#### The task
Return exactly the span of lines in the following data that opens with the line containing "Task: What data" and closes with the line containing "Instruction: Serialize what". Include nothing else.

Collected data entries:
□ □ □ □ □

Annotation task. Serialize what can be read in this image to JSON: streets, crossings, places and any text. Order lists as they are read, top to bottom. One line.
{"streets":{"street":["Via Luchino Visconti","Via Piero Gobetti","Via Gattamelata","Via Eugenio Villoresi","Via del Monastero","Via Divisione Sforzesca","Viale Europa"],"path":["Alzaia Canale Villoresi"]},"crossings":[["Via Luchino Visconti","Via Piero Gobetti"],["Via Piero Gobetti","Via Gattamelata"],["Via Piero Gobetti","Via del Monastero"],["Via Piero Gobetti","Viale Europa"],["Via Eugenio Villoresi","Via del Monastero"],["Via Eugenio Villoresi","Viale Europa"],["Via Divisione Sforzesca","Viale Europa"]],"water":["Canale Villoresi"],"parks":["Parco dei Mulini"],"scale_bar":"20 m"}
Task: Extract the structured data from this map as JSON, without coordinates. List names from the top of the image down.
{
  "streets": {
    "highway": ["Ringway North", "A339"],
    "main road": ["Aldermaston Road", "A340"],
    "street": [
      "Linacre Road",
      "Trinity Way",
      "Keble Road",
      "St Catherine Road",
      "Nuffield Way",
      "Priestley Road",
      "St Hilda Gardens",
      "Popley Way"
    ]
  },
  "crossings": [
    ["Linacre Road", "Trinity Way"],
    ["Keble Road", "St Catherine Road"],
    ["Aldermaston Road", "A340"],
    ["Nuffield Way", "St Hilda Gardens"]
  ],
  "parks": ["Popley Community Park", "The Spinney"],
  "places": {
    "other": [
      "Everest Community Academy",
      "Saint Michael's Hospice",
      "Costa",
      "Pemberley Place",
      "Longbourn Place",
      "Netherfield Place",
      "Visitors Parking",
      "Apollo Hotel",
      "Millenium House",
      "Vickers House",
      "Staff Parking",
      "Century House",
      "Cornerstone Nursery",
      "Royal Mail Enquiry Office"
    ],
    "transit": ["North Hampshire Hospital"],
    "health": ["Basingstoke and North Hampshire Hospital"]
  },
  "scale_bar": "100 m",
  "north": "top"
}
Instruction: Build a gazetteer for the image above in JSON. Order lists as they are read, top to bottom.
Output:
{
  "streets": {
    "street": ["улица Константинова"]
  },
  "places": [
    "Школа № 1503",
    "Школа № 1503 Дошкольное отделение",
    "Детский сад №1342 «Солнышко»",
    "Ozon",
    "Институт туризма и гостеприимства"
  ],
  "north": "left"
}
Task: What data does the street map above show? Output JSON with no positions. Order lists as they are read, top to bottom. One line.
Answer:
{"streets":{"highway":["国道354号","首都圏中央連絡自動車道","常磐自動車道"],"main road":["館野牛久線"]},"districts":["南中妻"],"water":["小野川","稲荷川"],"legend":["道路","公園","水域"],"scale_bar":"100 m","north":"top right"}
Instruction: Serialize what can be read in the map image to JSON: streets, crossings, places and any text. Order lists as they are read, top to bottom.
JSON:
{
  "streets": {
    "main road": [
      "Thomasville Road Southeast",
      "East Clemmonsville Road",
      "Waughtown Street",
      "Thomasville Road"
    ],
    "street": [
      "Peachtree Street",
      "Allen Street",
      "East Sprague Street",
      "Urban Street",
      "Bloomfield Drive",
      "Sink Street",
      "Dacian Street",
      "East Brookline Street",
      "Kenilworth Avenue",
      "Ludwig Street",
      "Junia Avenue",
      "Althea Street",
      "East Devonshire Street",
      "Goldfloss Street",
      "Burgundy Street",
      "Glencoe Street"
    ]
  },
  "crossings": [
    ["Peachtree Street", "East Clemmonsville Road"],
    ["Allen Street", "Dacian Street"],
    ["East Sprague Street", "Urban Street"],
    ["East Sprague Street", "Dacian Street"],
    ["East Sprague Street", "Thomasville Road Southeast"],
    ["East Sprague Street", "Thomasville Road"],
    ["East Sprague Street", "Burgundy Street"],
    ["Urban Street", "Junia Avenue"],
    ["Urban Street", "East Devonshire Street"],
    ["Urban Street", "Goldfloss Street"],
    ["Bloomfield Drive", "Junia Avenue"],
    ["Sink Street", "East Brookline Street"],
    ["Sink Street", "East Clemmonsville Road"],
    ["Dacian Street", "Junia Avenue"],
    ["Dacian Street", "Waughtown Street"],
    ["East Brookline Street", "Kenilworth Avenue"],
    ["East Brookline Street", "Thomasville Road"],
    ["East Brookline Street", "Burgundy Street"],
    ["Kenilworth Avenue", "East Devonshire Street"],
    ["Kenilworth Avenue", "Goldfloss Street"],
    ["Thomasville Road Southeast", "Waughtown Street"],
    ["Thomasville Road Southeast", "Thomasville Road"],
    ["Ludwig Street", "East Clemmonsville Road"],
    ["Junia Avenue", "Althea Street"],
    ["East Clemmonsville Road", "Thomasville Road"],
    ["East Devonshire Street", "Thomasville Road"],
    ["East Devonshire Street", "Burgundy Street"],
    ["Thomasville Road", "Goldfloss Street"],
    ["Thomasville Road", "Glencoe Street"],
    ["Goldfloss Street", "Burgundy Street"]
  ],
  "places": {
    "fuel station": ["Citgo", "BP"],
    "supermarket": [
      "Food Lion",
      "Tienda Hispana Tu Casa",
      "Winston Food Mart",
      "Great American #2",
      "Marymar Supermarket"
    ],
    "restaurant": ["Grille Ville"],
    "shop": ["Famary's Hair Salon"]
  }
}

□ □ □ □ □

#### Solution to this exercise
Task: What data does the street map above show? Output JSON with no positions. Order lists as they are read, top to bottom. One line.
Answer:
{"streets":{"highway":["国道354号","首都圏中央連絡自動車道","常磐自動車道"],"main road":["館野牛久線"]},"districts":["南中妻"],"water":["小野川","稲荷川"],"legend":["道路","公園","水域"],"scale_bar":"100 m","north":"top right"}
Instruction: Serialize what can be read in the map image to JSON: streets, crossings, places and any text. Order lists as they are read, top to bottom.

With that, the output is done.